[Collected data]
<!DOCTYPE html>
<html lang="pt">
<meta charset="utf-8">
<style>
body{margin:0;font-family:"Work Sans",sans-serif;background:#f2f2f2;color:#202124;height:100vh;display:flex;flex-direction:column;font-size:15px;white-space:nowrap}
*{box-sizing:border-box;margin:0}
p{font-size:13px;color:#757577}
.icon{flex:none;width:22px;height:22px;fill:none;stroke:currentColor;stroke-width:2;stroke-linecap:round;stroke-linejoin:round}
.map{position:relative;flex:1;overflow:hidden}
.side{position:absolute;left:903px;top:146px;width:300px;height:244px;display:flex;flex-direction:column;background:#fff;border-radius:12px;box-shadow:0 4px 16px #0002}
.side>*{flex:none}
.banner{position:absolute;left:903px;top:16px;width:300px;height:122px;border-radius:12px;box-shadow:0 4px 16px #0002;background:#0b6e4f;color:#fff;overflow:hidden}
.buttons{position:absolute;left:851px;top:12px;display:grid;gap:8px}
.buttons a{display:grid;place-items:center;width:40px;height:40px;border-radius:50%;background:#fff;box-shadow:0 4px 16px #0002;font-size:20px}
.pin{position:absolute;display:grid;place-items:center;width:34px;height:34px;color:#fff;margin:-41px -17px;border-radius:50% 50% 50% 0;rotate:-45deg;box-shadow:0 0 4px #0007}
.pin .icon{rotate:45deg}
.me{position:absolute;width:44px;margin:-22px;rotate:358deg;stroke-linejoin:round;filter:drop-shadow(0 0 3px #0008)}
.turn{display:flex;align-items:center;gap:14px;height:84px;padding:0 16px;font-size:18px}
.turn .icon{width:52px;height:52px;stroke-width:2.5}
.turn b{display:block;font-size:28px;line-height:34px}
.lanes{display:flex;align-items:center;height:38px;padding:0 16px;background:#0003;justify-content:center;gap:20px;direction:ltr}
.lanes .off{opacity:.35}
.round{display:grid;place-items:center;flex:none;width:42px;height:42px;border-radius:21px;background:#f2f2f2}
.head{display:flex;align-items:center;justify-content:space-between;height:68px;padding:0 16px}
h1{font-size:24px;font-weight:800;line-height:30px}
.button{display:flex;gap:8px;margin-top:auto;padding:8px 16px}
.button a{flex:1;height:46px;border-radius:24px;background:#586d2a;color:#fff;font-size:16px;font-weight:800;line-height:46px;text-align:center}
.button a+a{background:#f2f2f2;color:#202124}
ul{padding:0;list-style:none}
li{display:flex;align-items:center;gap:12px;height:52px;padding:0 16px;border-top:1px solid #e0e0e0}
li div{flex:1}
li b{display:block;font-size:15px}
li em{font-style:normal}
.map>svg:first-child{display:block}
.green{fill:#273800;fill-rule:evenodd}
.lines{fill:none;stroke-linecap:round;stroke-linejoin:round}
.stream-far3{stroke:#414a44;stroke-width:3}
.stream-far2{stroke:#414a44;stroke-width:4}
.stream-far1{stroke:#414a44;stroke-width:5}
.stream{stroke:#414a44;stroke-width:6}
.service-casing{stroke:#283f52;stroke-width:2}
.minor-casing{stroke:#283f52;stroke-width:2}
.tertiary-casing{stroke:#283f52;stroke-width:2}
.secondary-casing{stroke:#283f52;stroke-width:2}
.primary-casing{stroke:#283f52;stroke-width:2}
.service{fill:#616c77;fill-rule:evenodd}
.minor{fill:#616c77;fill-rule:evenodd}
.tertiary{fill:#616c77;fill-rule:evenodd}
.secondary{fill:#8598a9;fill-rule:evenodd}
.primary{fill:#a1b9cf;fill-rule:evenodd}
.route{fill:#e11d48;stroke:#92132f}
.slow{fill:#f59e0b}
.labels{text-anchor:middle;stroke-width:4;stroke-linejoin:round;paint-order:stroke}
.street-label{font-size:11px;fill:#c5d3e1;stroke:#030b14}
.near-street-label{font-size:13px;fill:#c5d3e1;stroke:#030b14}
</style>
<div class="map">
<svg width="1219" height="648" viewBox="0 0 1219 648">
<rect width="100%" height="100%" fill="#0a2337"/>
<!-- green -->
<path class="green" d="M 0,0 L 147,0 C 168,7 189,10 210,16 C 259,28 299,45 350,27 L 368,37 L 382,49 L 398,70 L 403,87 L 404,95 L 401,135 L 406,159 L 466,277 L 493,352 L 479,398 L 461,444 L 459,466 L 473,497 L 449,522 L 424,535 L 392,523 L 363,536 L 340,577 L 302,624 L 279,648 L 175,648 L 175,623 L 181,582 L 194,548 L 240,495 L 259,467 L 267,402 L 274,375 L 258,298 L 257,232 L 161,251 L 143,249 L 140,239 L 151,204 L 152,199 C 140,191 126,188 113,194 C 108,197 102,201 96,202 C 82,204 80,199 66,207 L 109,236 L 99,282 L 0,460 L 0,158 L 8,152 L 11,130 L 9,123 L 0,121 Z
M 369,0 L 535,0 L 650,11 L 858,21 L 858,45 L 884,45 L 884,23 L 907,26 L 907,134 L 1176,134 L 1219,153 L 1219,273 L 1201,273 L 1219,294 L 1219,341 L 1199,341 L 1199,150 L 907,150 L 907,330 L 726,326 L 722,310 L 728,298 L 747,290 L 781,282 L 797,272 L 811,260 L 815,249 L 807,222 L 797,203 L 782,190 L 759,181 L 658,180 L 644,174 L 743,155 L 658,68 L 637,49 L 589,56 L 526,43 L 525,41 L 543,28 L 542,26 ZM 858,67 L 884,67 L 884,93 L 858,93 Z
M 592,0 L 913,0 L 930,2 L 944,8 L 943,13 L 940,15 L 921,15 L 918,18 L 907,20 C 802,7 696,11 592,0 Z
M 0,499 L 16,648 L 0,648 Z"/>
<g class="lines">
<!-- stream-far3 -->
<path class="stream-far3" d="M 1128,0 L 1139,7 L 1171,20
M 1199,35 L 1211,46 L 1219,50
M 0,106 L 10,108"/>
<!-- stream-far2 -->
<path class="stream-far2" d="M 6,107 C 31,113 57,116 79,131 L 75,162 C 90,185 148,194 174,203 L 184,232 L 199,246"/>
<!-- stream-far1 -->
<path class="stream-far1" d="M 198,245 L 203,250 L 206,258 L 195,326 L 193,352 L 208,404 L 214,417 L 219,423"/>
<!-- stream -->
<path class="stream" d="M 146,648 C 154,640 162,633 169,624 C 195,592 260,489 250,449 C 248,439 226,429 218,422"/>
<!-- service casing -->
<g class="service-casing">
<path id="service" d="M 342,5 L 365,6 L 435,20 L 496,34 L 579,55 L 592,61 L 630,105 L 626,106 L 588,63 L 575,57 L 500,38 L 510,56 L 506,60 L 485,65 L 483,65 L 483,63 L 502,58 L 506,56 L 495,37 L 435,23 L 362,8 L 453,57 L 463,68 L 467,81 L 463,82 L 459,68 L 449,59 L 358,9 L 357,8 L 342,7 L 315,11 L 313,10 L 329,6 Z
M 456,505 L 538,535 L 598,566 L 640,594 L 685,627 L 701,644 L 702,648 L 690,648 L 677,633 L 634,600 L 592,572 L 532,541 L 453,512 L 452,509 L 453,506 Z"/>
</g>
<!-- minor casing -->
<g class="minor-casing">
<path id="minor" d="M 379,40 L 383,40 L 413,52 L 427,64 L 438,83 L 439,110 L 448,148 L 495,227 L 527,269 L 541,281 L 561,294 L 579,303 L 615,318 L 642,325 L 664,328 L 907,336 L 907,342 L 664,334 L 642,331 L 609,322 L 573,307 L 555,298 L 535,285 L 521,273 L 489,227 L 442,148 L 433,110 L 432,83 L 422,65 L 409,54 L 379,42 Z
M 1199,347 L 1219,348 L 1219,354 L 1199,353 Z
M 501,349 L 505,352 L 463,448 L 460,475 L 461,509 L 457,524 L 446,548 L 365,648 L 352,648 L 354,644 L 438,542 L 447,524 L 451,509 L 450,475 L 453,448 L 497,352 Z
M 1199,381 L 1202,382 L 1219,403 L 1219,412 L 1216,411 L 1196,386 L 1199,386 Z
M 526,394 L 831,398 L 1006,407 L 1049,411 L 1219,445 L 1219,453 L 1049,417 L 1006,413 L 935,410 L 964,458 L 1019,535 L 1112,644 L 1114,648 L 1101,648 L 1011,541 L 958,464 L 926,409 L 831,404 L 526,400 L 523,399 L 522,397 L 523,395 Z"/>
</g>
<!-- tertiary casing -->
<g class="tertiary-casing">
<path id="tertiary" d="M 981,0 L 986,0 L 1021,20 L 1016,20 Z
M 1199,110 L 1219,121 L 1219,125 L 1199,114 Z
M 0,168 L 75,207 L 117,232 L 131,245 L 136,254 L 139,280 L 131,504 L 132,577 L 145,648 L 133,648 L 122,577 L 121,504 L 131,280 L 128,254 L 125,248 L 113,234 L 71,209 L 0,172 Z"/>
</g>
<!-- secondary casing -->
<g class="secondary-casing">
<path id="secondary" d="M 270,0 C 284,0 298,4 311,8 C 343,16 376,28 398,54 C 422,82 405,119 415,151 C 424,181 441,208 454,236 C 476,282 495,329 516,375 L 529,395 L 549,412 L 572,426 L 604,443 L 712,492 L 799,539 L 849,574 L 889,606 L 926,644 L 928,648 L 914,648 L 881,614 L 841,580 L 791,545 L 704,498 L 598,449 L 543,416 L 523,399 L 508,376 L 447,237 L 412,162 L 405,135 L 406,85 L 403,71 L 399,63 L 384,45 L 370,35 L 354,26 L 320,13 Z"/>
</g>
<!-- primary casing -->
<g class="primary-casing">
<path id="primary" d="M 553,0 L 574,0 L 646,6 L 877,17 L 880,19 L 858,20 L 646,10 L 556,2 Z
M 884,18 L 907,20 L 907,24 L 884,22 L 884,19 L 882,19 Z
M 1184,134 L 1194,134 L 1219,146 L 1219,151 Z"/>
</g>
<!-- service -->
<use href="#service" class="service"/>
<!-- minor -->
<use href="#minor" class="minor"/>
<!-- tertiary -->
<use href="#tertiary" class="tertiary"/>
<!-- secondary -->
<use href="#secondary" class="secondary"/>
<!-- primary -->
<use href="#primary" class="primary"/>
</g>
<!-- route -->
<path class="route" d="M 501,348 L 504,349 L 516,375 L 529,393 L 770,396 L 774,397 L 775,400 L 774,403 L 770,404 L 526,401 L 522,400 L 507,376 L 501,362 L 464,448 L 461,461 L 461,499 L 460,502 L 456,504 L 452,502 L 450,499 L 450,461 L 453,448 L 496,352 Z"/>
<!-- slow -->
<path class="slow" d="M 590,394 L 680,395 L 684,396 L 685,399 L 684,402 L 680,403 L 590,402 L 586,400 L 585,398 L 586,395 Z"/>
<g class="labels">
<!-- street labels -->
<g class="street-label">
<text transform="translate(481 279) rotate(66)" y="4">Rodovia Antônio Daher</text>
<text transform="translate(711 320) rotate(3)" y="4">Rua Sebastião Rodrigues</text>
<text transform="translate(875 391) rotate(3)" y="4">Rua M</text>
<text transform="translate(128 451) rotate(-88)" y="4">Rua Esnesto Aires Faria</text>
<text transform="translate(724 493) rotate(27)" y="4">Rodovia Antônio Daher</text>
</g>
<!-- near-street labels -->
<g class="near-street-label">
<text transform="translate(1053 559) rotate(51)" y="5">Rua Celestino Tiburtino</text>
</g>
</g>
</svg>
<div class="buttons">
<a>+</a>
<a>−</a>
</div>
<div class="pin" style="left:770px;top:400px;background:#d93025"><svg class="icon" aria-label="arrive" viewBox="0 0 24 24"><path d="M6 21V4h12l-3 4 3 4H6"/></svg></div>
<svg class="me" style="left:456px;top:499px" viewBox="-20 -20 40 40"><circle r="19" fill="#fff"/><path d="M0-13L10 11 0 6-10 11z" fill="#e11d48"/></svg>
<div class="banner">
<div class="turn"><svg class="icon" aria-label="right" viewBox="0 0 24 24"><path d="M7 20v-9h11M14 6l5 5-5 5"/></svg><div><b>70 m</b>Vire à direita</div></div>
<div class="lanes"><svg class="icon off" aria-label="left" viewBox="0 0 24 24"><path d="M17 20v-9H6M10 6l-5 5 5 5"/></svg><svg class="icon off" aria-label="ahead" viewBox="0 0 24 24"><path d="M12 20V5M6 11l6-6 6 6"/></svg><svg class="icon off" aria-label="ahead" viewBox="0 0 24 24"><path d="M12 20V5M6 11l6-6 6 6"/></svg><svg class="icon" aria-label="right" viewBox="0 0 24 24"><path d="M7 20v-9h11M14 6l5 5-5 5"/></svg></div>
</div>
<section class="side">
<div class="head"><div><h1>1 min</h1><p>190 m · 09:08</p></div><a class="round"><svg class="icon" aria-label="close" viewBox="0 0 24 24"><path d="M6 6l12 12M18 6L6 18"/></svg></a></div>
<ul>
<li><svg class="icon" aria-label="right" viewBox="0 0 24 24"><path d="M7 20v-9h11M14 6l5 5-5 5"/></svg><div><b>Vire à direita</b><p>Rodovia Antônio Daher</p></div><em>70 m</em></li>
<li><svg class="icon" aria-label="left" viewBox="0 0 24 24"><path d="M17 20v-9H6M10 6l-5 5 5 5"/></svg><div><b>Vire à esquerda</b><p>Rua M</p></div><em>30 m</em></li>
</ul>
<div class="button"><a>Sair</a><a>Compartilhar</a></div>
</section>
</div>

- Your instructions:
Filter the data above down to lines with the word "shadow", and copy them.

- Written solution:
.side{position:absolute;left:903px;top:146px;width:300px;height:244px;display:flex;flex-direction:column;background:#fff;border-radius:12px;box-shadow:0 4px 16px #0002}
.banner{position:absolute;left:903px;top:16px;width:300px;height:122px;border-radius:12px;box-shadow:0 4px 16px #0002;background:#0b6e4f;color:#fff;overflow:hidden}
.buttons a{display:grid;place-items:center;width:40px;height:40px;border-radius:50%;background:#fff;box-shadow:0 4px 16px #0002;font-size:20px}
.pin{position:absolute;display:grid;place-items:center;width:34px;height:34px;color:#fff;margin:-41px -17px;border-radius:50% 50% 50% 0;rotate:-45deg;box-shadow:0 0 4px #0007}
.me{position:absolute;width:44px;margin:-22px;rotate:358deg;stroke-linejoin:round;filter:drop-shadow(0 0 3px #0008)}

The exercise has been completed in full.